**Task statement**: Output, exactly as written, the lines of the data below from the one containing "Map reading. Give" to the end.

Task data: Begin

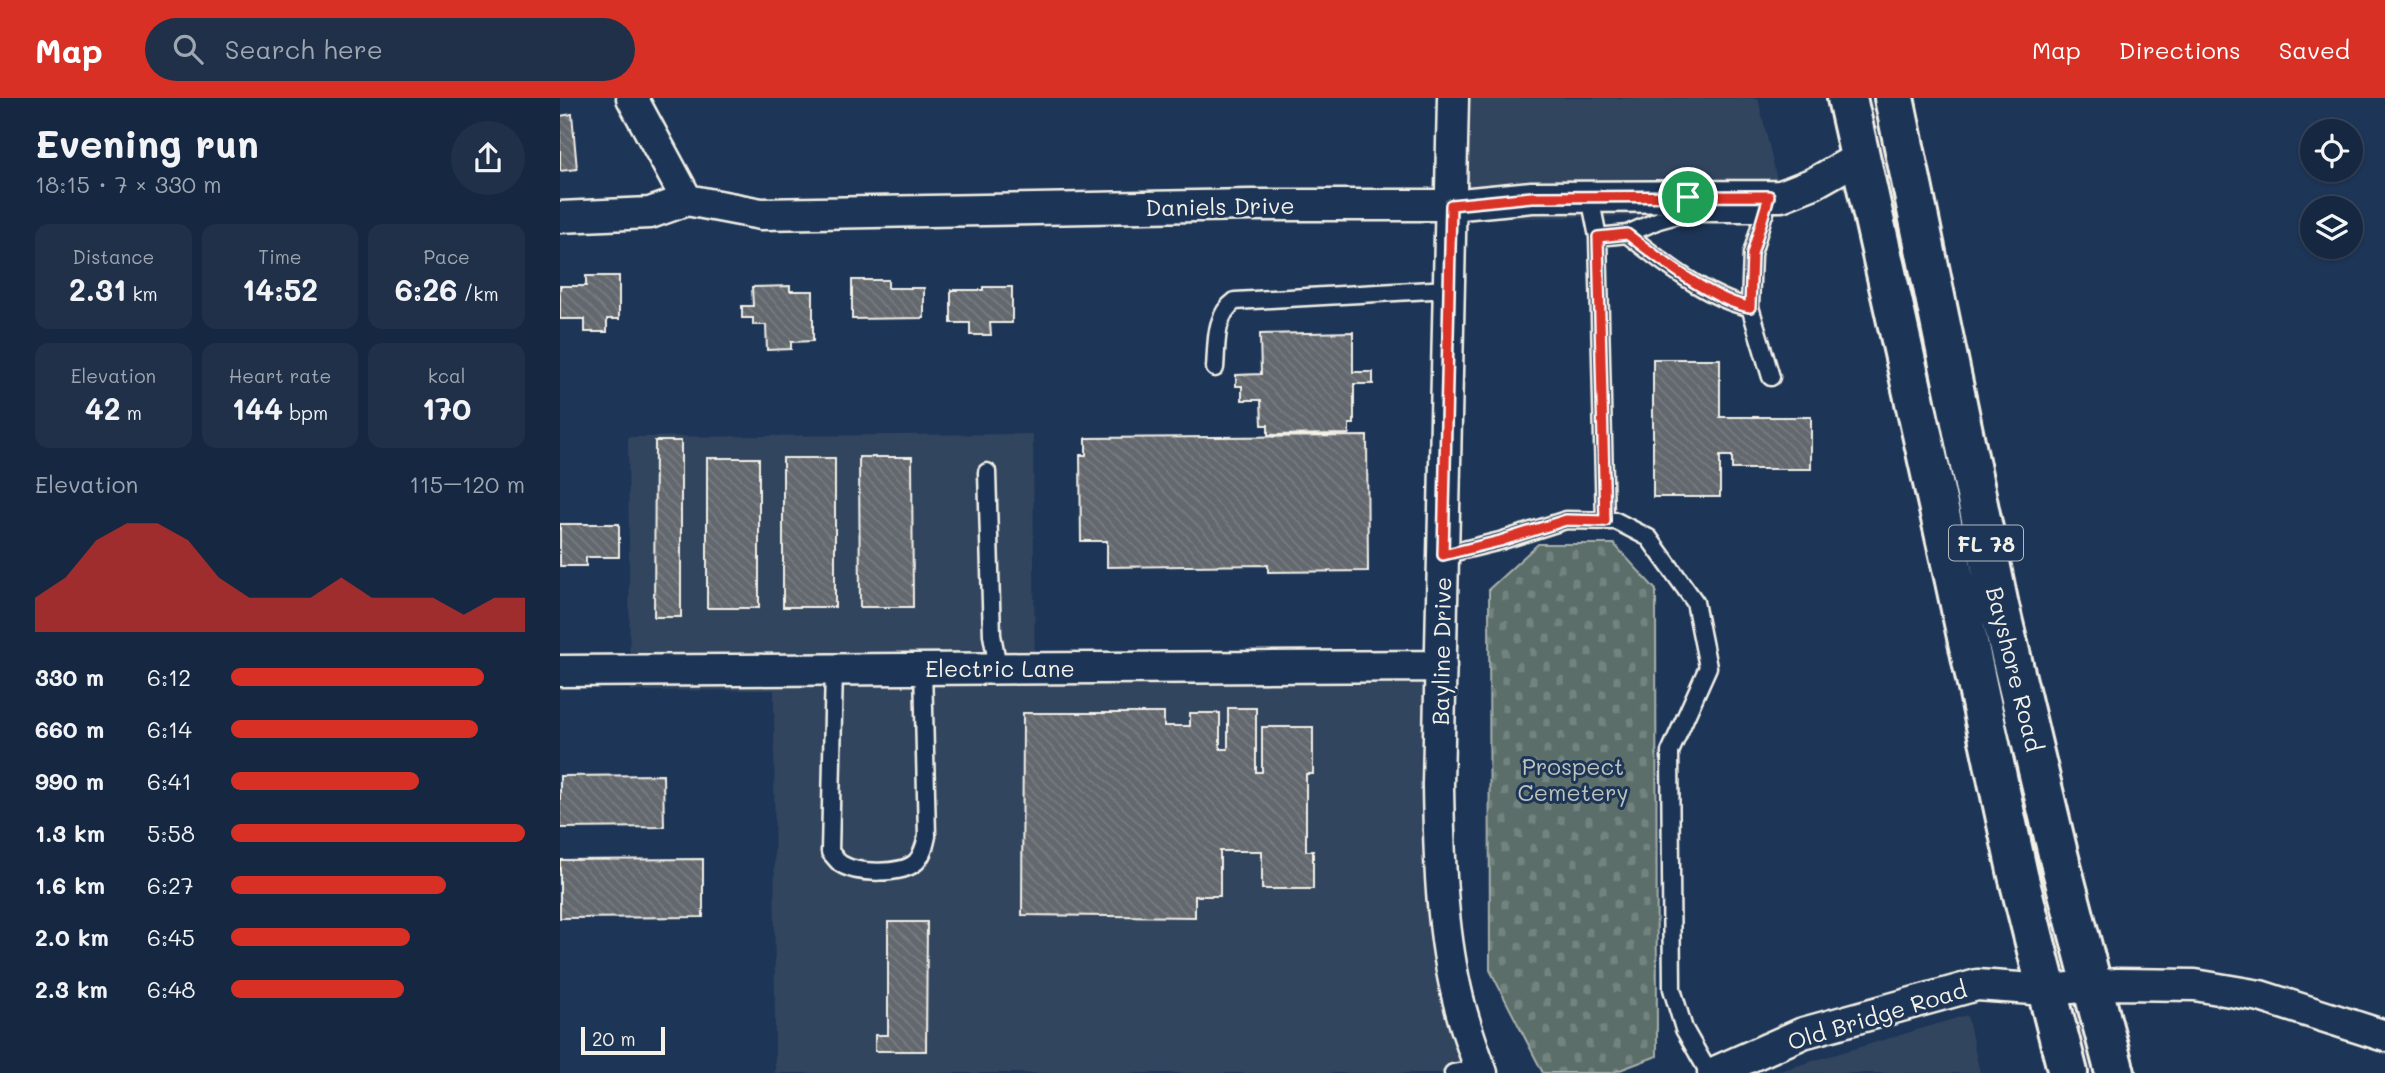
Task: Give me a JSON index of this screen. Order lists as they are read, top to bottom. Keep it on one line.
{"streets":{"main road":["FL 78","Bayshore Road"],"street":["Daniels Drive","Bayline Drive","Electric Lane","Old Bridge Road"]},"crossings":[["Daniels Drive","Bayline Drive"],["Daniels Drive","Bayshore Road"],["Bayline Drive","Electric Lane"],["Bayshore Road","Old Bridge Road"]],"parks":["Prospect Cemetery"],"scale_bar":"20 m","page":{"header":"Map","search":"Search here","nav":["Map","Directions","Saved"],"heading":["Evening run","18:15 · 7 × 330 m"],"stats":[["Distance","2.31 km"],["Time","14:52"],["Pace","6:26 /km"],["Elevation","42 m"],["Heart rate","144 bpm"],["kcal","170"]],"chart":["Elevation","115–120 m"],"list":[{"name":"330 m","note":"6:12"},{"name":"660 m","note":"6:14"},{"name":"990 m","note":"6:41"},{"name":"1.3 km","note":"5:58"},{"name":"1.6 km","note":"6:27"},{"name":"2.0 km","note":"6:45"},{"name":"2.3 km","note":"6:48"}],"scale":"20 m"}}
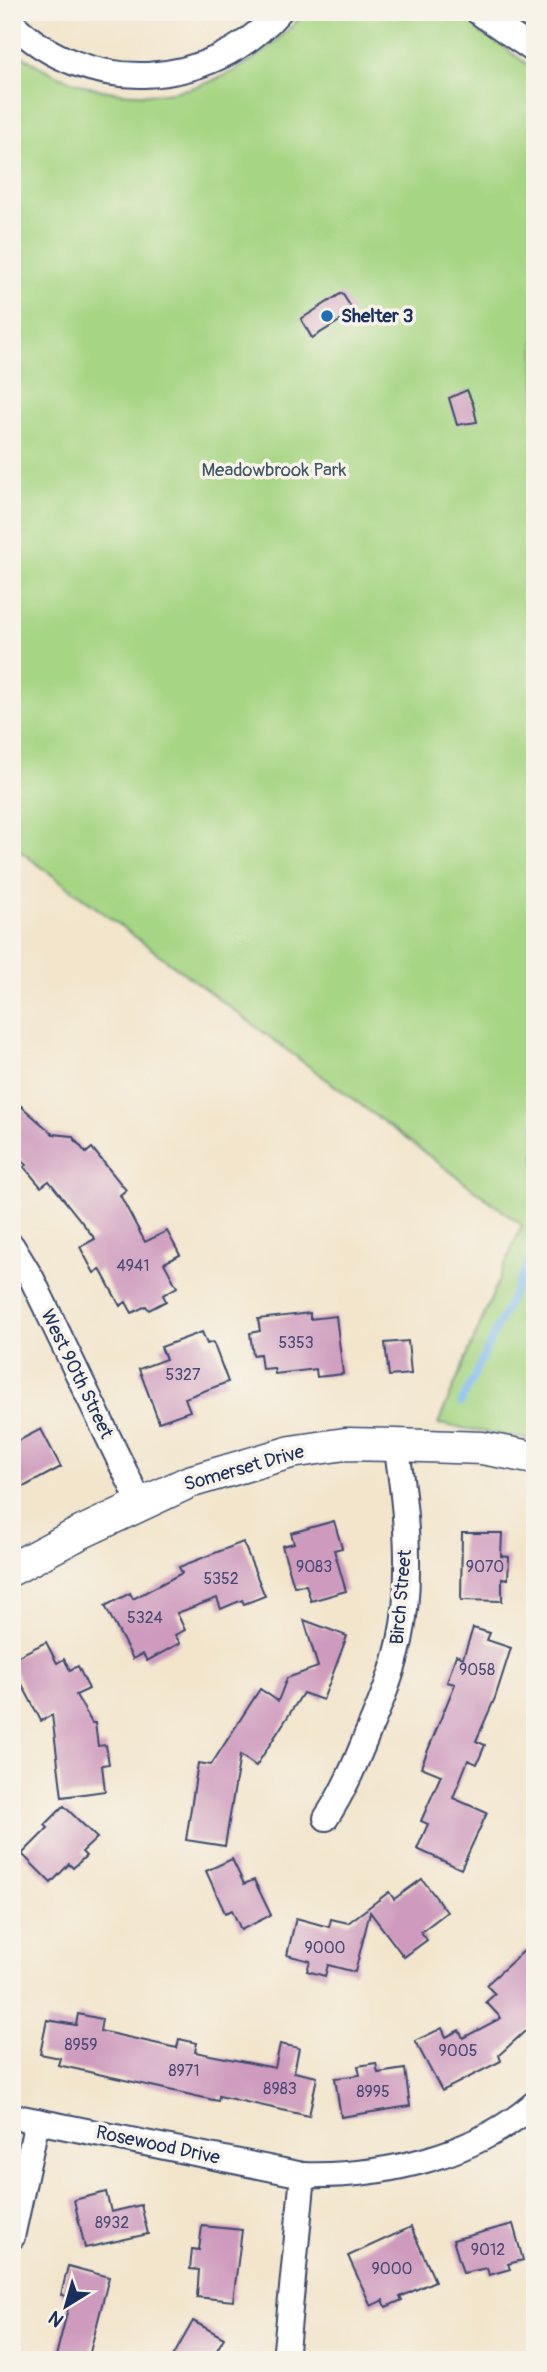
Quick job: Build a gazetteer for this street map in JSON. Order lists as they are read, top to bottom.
{
  "streets": {
    "street": [
      "West 90th Street",
      "Somerset Drive",
      "Birch Street",
      "Rosewood Drive"
    ]
  },
  "crossings": [
    ["West 90th Street", "Somerset Drive"],
    ["Somerset Drive", "Birch Street"]
  ],
  "parks": ["Meadowbrook Park"],
  "places": ["Shelter 3"],
  "house_numbers": [
    "4941",
    "5353",
    "5327",
    "9083",
    "9070",
    "5352",
    "5324",
    "9058",
    "9000",
    "8959",
    "9005",
    "8971",
    "8983",
    "8995",
    "8932",
    "9012",
    "9000"
  ],
  "north": "bottom left"
}
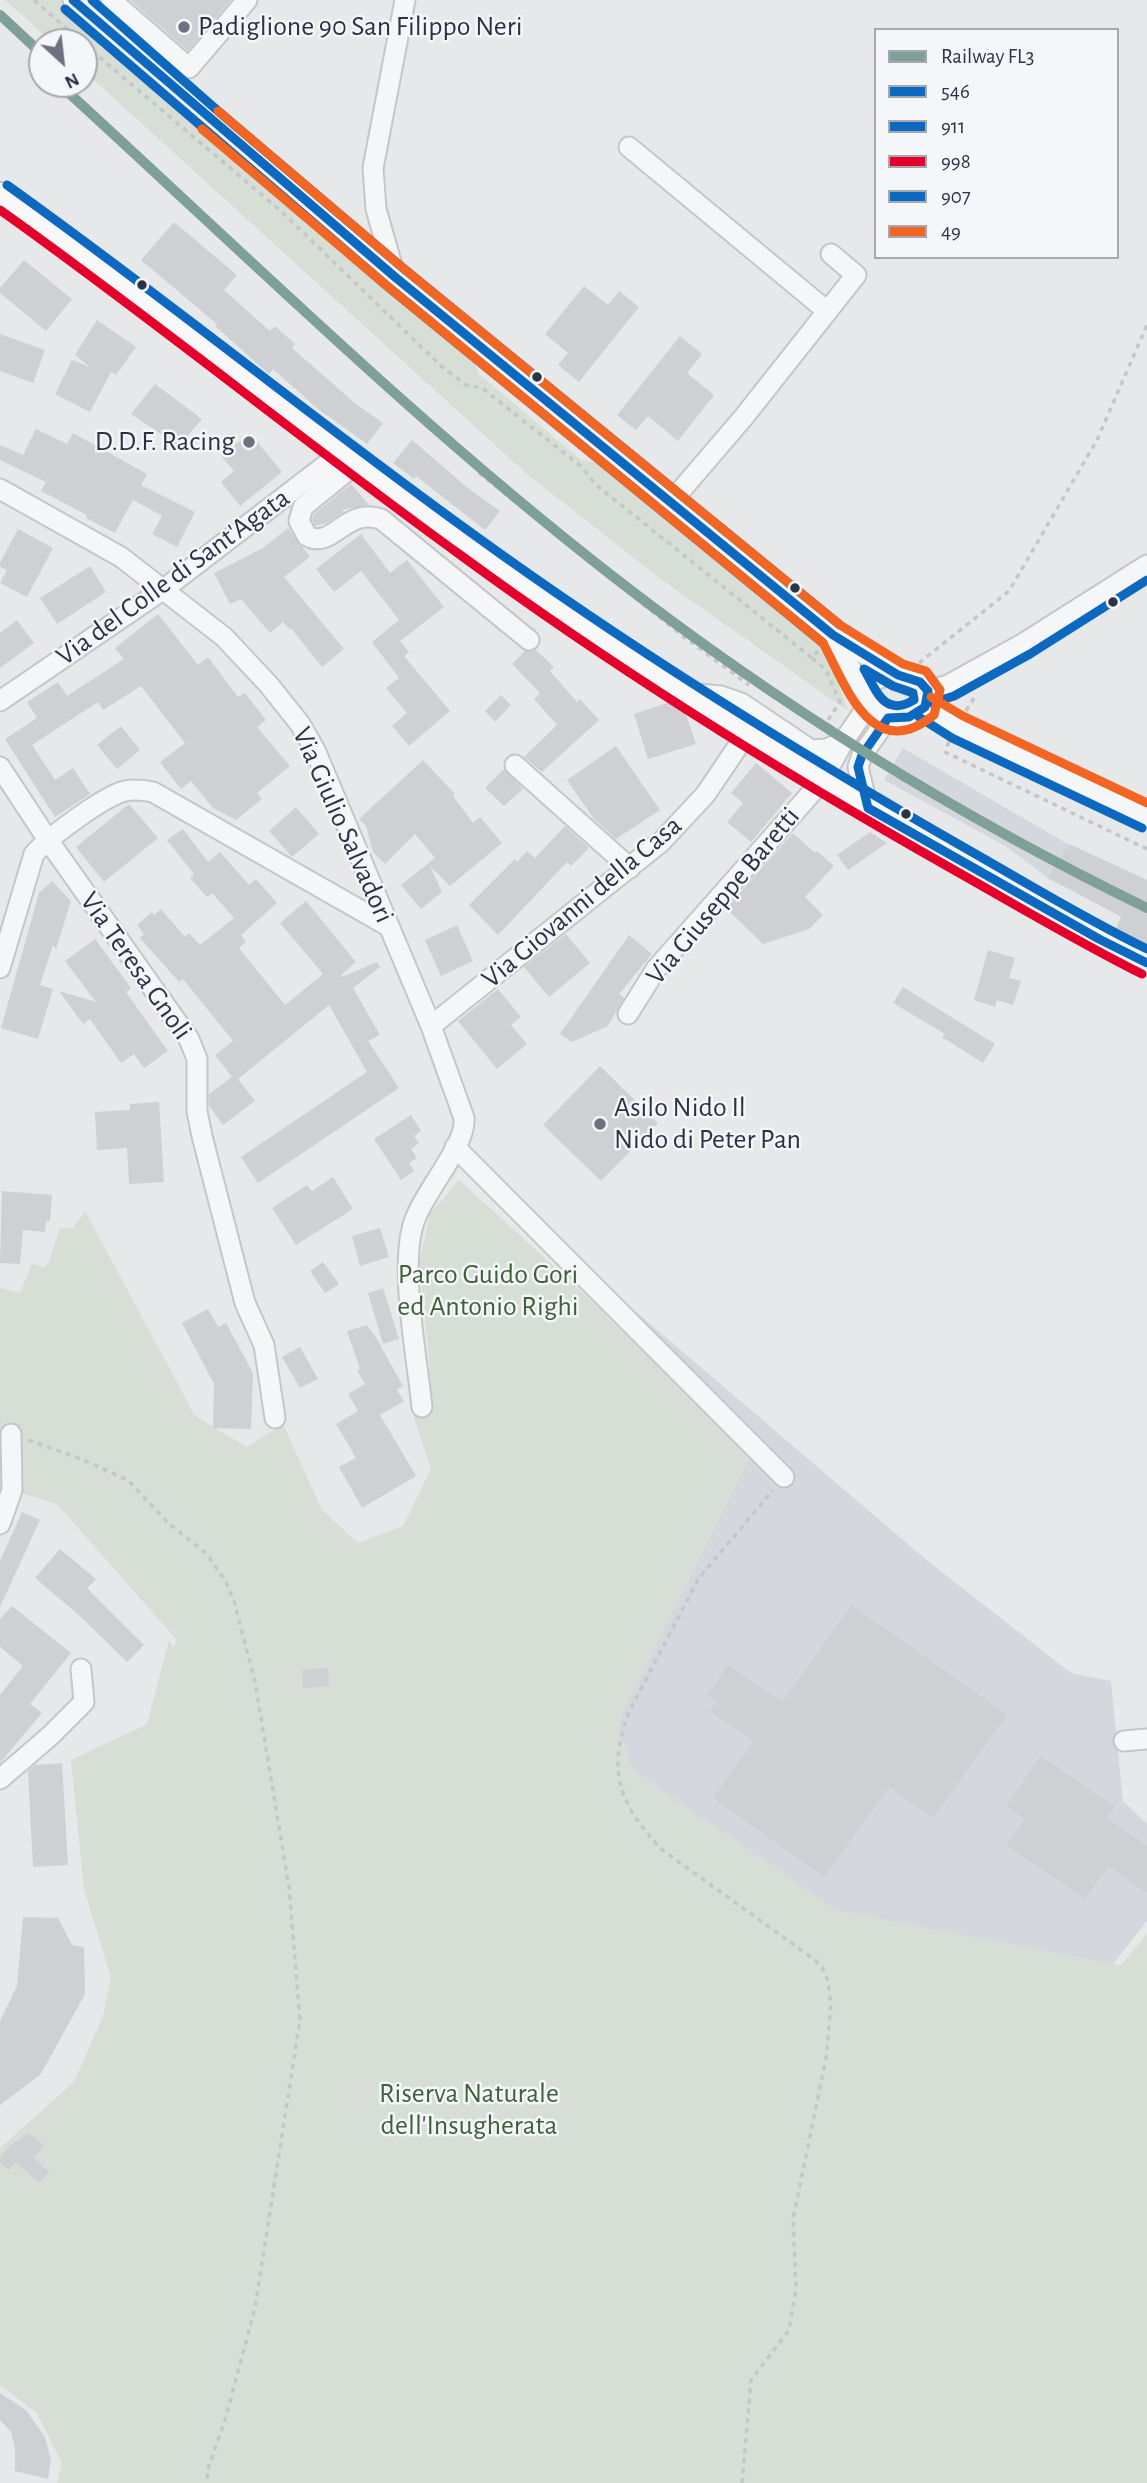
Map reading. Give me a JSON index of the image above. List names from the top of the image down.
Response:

Task data: End

**Response to this task**:
Map reading. Give me a JSON index of the image above. List names from the top of the image down.
Response:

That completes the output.